Bereits am frühen Morgen fängt es an - es nieselt. Direkt am Polarkreis! Um halb sieben nutze ich ein kurzes Fenster, um schnell aufzubrechen und das Zelt möglichst trocken einzupacken. Grade so geschafft - dann nieselt es wieder. Der Inlandsvägen (E45) ist eine breite gute Aphaltstraße - das war 2028 noch nicht so, als Hägar nach Norden ausgewandert ist. Damals waren das hier alles noch Schotterstraßen. Alternative Wege zeigt das Navi schon an, aber das sind ebenfalls alles Schotterwege und bei diesem Wetter machen die nur Dreck, keinen Spaß. Ich will nur weg vom Regen.
Um 7:45 Uhr sind wir "on the road", ein großes Rentier begrüßt uns mitten auf der Straße. Wir schnappen jede auftauchende Tankstelle, ansonsten sind die Abstände für Hägar zu groß. Um halb elf machen wir einen Abstecher von der Umgehungsstraße, direkt nach Arvidsjaur, um zu tanken und mich aufzuwärmen. Nach einer guten Stunde mit warmem Kakao und Zimtschnecken bin ich immer noch nicht richtig warm oder trocken, aber trotzdem geht's jetzt weiter. Weg hier.
Von Arvidsjaur bis Sorsele fühlt es sich etwa so an:
Regen
Kiefern - oh, eine Birke!
Nieseln
Gerader Asphalt - zum Einschlafen. Die Augenlider sind schwer und schwerer.
Wolkenbruch
In der Ferne ein Elch auf der Straße
Regen
Große Abschnitte ohne Asphalt - fette, wassergefüllte Schlaglöcher, holpriger Grobschotter
Regenguß - Hochwasser auf der Straße
Starkregen
In Sorsele gibt's wieder eine Tanke und ein Grillrestaurant - das Kindermenü "Hamburger mit Pommes" soll von innen heizen und die Cola soll die Augen öffnen. So rettet man sich von Station zu Station.
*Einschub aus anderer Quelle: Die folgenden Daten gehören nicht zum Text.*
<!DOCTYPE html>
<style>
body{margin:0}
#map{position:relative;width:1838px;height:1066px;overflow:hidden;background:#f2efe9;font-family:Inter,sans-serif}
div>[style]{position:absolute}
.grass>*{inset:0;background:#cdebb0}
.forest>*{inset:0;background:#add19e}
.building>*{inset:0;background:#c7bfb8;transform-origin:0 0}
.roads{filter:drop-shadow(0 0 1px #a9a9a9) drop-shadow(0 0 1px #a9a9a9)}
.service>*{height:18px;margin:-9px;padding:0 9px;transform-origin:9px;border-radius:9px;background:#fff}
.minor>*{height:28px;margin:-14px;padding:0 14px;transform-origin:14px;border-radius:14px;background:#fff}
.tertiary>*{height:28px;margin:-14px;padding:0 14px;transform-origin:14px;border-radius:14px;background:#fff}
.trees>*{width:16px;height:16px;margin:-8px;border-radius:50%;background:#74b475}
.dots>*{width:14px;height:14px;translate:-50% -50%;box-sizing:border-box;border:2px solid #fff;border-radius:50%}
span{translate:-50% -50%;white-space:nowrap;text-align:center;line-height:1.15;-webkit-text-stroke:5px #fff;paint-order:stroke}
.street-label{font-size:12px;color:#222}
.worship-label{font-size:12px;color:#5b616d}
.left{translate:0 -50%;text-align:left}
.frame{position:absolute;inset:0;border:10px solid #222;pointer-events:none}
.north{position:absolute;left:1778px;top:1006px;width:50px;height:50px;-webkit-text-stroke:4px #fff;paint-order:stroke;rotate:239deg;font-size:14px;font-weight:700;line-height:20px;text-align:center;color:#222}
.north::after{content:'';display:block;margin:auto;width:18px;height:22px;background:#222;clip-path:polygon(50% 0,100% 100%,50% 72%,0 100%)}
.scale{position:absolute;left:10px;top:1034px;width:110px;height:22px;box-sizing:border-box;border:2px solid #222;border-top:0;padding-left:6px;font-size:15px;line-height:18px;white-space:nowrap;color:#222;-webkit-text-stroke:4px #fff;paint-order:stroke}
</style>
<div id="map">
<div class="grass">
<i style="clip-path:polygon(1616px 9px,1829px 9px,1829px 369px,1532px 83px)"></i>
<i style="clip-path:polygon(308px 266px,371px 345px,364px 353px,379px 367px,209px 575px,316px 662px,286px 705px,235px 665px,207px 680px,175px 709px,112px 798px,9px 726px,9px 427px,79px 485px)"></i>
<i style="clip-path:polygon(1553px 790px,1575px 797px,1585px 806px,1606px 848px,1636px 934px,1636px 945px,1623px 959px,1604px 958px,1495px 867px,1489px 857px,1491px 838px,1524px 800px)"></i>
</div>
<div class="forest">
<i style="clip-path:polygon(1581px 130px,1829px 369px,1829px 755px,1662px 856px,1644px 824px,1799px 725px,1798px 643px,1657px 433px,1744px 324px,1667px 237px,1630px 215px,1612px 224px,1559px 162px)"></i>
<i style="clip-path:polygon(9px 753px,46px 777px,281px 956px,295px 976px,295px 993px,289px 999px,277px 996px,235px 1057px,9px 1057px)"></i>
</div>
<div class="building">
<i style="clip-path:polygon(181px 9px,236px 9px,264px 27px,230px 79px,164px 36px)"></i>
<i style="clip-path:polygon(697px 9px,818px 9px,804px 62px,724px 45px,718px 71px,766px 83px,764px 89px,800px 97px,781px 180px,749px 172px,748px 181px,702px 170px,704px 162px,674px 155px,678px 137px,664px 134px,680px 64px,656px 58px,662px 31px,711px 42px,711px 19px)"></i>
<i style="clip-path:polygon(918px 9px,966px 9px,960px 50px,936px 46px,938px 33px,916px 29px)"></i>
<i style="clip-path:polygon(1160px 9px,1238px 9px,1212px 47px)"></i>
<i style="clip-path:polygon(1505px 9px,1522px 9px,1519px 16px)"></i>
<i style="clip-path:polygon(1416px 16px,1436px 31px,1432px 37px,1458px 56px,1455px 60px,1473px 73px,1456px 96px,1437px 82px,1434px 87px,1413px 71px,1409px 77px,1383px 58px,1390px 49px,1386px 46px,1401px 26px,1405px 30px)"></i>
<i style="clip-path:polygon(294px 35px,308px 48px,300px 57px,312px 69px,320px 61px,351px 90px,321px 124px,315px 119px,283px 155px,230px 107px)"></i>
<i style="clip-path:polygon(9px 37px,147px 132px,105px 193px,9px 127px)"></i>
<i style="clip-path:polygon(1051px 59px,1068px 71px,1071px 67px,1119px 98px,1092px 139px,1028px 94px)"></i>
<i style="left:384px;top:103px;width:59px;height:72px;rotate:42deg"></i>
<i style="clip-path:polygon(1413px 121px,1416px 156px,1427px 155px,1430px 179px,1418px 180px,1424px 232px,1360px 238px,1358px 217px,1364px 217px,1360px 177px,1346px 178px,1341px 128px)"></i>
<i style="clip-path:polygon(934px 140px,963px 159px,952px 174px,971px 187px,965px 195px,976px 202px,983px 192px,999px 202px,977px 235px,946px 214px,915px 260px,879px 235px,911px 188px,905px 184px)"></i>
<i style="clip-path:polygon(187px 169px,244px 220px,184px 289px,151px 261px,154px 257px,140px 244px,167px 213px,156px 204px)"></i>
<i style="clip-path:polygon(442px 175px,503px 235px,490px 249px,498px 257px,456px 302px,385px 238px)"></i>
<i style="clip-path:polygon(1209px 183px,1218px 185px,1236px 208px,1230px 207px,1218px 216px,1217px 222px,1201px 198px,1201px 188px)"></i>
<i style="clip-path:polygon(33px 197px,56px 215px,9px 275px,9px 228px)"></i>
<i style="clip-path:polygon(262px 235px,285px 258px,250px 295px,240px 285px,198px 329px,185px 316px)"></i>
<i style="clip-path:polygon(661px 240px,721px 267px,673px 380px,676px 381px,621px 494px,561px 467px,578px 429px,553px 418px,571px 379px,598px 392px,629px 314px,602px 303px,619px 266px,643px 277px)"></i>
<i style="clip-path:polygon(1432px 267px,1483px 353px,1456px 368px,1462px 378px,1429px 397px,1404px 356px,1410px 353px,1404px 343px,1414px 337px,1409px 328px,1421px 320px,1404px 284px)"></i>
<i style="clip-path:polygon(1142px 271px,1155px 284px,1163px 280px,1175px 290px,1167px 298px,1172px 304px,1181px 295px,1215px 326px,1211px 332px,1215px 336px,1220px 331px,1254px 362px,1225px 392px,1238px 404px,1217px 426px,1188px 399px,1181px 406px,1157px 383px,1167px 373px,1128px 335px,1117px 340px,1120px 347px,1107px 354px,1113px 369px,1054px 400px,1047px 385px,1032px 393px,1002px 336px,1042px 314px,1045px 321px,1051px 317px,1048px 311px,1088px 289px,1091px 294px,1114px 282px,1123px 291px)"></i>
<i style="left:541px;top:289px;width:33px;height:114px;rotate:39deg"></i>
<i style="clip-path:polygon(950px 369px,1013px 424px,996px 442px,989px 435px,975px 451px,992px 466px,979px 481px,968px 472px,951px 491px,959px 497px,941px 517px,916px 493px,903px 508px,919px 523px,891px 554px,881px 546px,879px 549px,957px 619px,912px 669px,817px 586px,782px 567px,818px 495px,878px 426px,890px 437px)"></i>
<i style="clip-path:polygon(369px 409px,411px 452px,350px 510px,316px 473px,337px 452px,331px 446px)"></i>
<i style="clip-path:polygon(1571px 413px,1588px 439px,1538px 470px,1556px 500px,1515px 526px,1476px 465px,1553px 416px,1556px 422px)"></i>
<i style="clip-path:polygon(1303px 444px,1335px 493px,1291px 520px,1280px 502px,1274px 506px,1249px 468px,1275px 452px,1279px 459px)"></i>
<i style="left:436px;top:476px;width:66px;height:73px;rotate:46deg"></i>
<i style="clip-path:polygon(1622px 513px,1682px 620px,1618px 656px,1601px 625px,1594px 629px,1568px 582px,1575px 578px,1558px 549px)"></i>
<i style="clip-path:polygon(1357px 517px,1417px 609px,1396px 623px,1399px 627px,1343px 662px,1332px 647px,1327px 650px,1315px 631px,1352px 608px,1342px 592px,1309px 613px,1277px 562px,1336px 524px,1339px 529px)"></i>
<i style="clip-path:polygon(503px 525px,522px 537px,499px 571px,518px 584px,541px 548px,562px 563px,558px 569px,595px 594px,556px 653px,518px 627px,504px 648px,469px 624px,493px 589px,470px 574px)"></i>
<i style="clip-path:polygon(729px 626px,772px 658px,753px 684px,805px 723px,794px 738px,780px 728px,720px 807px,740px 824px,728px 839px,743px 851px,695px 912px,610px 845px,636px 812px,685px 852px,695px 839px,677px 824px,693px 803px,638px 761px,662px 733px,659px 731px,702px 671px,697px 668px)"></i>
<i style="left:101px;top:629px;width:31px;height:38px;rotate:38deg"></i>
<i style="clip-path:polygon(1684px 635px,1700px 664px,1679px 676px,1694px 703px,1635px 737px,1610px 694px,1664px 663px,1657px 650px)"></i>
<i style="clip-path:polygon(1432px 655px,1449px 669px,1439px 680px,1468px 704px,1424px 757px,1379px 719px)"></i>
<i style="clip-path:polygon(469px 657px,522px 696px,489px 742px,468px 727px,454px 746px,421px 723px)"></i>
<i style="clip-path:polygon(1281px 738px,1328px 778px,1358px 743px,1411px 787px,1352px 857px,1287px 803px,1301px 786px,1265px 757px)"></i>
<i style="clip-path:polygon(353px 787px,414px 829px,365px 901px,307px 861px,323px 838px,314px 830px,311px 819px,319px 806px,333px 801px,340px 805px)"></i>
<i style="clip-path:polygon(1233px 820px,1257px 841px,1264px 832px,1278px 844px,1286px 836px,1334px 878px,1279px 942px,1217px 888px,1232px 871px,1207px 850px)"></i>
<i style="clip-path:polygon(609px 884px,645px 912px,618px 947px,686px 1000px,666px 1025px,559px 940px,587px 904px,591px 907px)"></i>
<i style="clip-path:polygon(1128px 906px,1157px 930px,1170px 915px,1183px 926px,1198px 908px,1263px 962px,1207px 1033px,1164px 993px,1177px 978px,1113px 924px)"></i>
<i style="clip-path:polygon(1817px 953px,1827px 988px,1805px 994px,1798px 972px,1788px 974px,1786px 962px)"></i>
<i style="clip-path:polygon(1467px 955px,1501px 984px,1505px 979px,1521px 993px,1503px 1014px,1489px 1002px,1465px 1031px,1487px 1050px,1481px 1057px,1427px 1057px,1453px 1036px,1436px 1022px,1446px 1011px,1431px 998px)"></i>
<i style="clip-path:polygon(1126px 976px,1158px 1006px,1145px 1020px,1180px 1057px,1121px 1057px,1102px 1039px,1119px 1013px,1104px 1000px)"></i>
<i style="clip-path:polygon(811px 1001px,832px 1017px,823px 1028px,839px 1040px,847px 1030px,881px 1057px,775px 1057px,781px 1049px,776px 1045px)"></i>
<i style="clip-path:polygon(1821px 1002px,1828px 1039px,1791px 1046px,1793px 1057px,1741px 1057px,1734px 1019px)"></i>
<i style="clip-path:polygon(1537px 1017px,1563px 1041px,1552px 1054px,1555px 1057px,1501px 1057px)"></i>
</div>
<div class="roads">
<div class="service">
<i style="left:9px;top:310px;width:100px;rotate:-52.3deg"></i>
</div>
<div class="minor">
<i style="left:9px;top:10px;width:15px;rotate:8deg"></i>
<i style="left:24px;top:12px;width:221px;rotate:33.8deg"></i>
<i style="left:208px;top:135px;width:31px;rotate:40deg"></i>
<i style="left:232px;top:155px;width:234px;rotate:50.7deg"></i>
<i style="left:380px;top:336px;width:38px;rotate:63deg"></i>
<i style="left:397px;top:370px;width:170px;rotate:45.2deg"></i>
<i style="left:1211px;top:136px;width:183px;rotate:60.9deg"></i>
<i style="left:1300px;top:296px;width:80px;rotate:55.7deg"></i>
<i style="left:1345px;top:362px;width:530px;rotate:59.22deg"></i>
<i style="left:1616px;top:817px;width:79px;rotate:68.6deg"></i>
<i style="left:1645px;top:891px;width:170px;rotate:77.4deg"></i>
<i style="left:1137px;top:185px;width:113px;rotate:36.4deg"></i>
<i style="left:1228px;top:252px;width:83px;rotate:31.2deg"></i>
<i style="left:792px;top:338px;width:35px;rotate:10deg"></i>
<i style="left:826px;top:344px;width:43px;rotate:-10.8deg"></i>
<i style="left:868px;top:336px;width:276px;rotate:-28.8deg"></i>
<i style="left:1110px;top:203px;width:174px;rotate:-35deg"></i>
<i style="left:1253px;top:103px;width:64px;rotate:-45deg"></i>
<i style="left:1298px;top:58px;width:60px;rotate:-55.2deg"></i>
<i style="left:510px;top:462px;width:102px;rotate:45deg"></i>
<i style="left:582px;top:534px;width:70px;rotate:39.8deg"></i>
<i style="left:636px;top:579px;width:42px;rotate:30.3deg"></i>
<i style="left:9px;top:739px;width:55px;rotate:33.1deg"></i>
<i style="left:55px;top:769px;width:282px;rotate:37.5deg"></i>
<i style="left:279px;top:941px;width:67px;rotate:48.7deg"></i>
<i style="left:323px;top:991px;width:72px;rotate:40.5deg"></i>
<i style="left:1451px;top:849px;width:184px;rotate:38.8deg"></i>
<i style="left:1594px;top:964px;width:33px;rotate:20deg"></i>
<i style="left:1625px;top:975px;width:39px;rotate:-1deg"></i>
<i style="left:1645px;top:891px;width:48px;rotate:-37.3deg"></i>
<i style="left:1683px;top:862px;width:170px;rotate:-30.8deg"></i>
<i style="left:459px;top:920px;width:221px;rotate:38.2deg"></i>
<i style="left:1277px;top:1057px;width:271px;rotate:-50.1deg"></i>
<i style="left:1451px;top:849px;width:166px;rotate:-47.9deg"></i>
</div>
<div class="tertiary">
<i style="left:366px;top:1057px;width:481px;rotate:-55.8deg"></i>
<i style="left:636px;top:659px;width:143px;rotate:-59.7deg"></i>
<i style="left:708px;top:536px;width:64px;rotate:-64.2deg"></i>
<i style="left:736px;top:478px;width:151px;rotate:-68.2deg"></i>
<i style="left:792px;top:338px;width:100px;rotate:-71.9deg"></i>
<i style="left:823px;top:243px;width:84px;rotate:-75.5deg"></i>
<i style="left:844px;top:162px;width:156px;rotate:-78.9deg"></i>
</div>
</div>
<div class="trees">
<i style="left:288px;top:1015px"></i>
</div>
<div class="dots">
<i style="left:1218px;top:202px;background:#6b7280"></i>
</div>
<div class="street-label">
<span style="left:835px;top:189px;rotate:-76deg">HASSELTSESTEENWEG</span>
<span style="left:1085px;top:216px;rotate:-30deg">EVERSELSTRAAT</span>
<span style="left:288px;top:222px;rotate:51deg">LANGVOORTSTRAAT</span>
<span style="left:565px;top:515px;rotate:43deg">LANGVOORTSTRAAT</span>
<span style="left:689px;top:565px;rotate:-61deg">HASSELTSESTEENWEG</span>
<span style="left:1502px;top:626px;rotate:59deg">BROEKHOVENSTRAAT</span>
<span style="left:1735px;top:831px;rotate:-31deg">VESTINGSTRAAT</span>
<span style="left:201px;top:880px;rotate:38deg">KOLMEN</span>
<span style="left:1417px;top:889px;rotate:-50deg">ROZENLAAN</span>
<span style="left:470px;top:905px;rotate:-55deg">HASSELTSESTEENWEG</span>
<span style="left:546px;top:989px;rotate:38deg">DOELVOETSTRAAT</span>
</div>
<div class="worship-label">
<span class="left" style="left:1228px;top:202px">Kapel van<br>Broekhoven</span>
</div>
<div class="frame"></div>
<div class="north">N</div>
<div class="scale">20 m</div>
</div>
Ich bin durchnäßt und durchgefroren, die Cola wirkt gegen die Müdigkeit, aber irgendwie muß ich ja auch mal eine Übernachtungsmöglichkeit finden. Zelten? Da hab ich heut wirklich keine Lust drauf - selbst der Regenanzug hat etwas durchgelassen. Alles ist naß und klamm. "Bunk a biker"? Weit und breit keine Möglichkeit zu sehen! Hotel? Auch booking.com hat keinerlei Angebote weit und breit! Da hilft nur noch wünschen und visualisieren. Wie wär's mit einer Hütte auf einem Campingplatz? Oder einer einsamen Fischerhütte mit Vordach? Visualisieren soll ja helfen.... Und ja - es funktioniert. An der versteckten Einfahrt sind wir schon vorbei, aber umdrehen und mal anschauen mag ich dann doch. Der Schotterweg endet nach wenigen Metern in einer Wendeplatte und direkt danach am Seeufer liegt eine Hütte. Sieht so aus, als ob dieses Jahr noch niemand da war - da wird hoffentlich nicht ausgerechnet heute jemand vorbeikommen? Es gibt eine überdachte Terrasse (zum Zelten), einen Steg in den klaren See (für Waschwasser), ein paar Gerätschaften (zum Aufhängen des Anzugs). Das Zelt baue ich aus Gründen der Schnakenabwehr und Wärme auf, es paßt gerade so auf die Terrasse - perfekt!